Exercise details.
Where the word "task" occurs in a line of the listing, please copy the line.

Data records.
□ □ □ □
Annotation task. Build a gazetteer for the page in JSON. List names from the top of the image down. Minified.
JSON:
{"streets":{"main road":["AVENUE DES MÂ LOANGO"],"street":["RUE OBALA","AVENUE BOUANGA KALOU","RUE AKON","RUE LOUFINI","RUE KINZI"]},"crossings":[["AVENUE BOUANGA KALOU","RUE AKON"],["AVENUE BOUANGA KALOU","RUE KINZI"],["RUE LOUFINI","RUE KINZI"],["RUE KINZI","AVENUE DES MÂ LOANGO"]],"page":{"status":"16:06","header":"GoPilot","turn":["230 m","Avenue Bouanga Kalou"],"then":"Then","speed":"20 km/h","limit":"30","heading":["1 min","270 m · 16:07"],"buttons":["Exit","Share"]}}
□ □ □ □
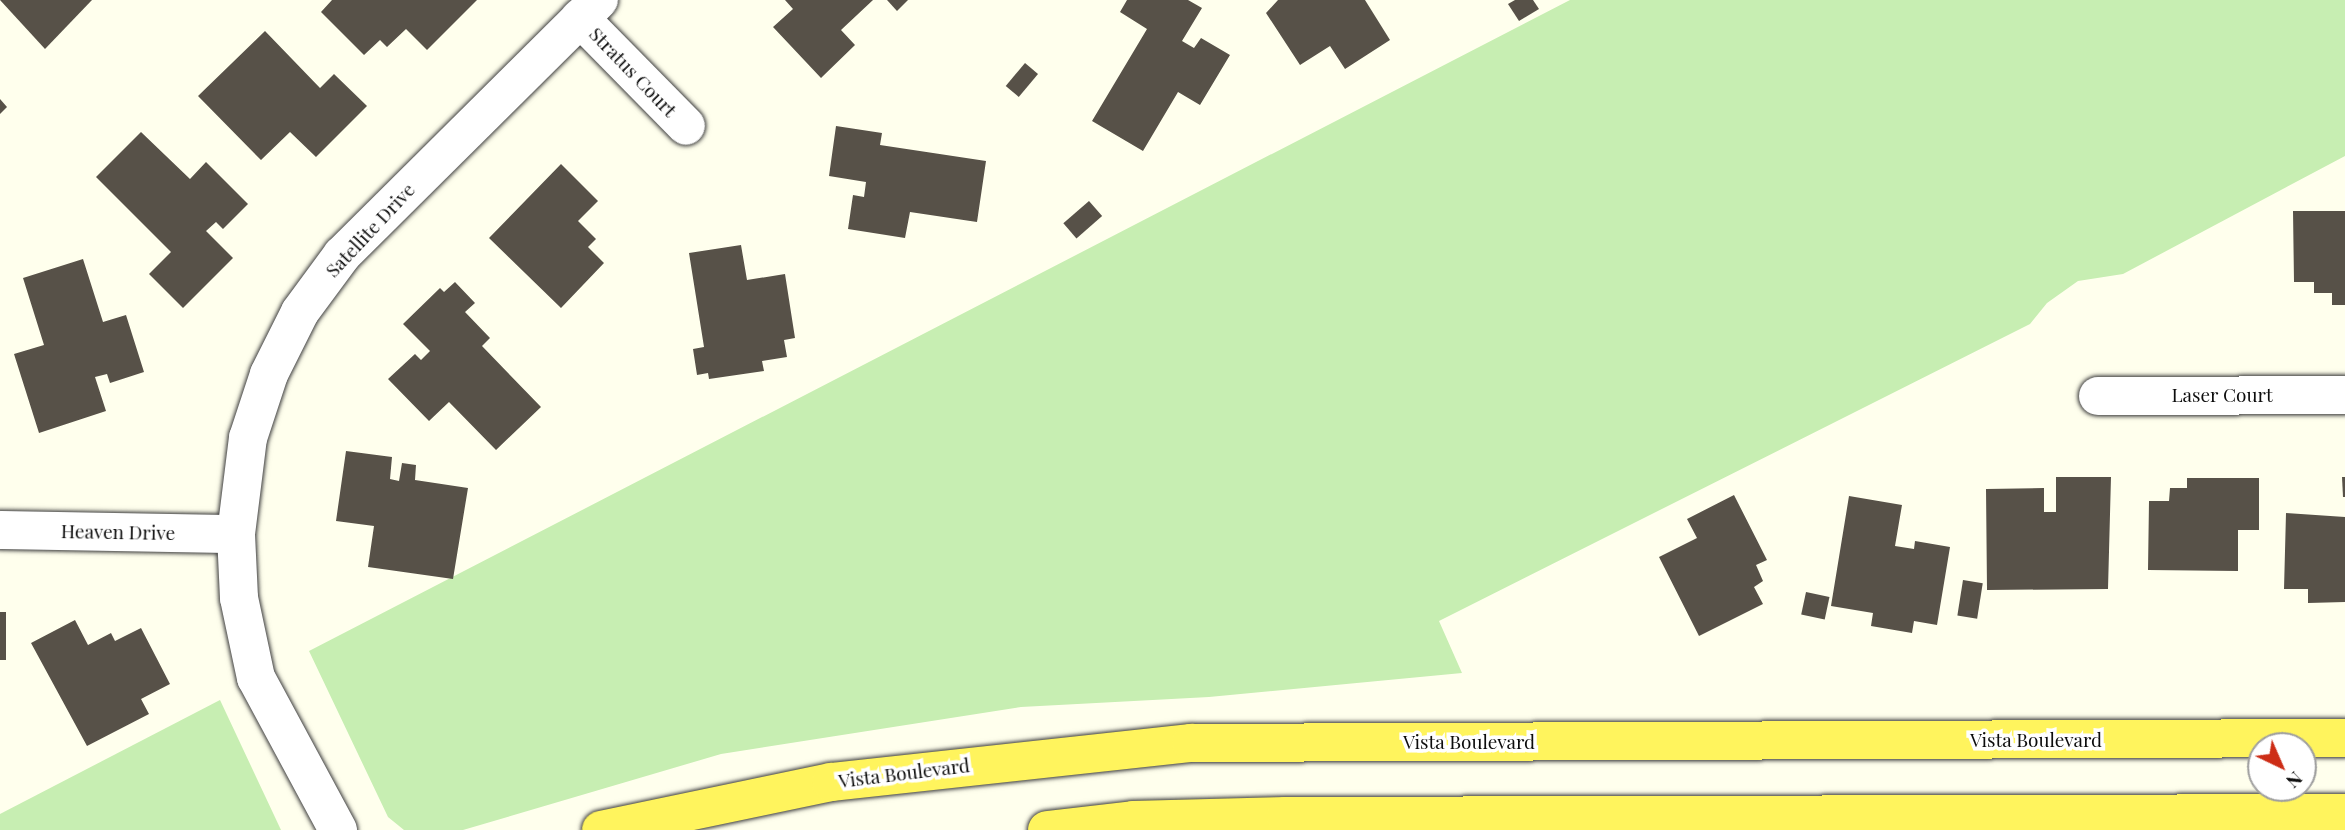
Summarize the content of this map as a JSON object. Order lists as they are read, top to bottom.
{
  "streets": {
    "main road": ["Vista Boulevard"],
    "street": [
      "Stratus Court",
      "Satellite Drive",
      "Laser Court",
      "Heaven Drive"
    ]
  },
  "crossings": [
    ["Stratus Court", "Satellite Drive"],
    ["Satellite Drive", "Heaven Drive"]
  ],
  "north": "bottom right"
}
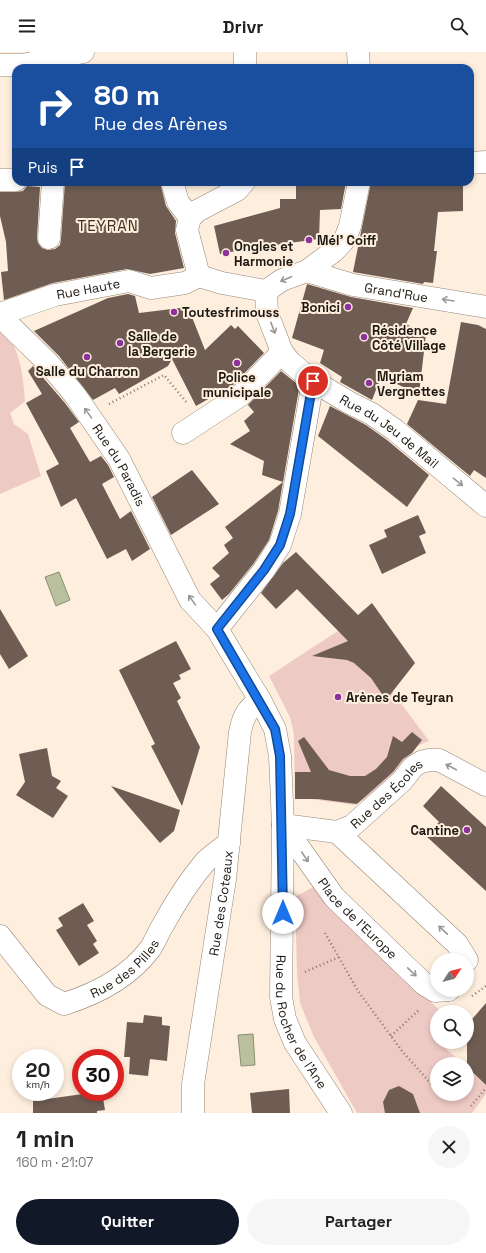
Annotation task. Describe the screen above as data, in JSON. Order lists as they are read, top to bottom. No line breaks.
□ □ □ □
Response area.
Annotation task. Build a gazetteer for the page in JSON. List names from the top of the image down. Minified.
Annotation task. Describe the screen above as data, in JSON. Order lists as they are read, top to bottom. No line breaks.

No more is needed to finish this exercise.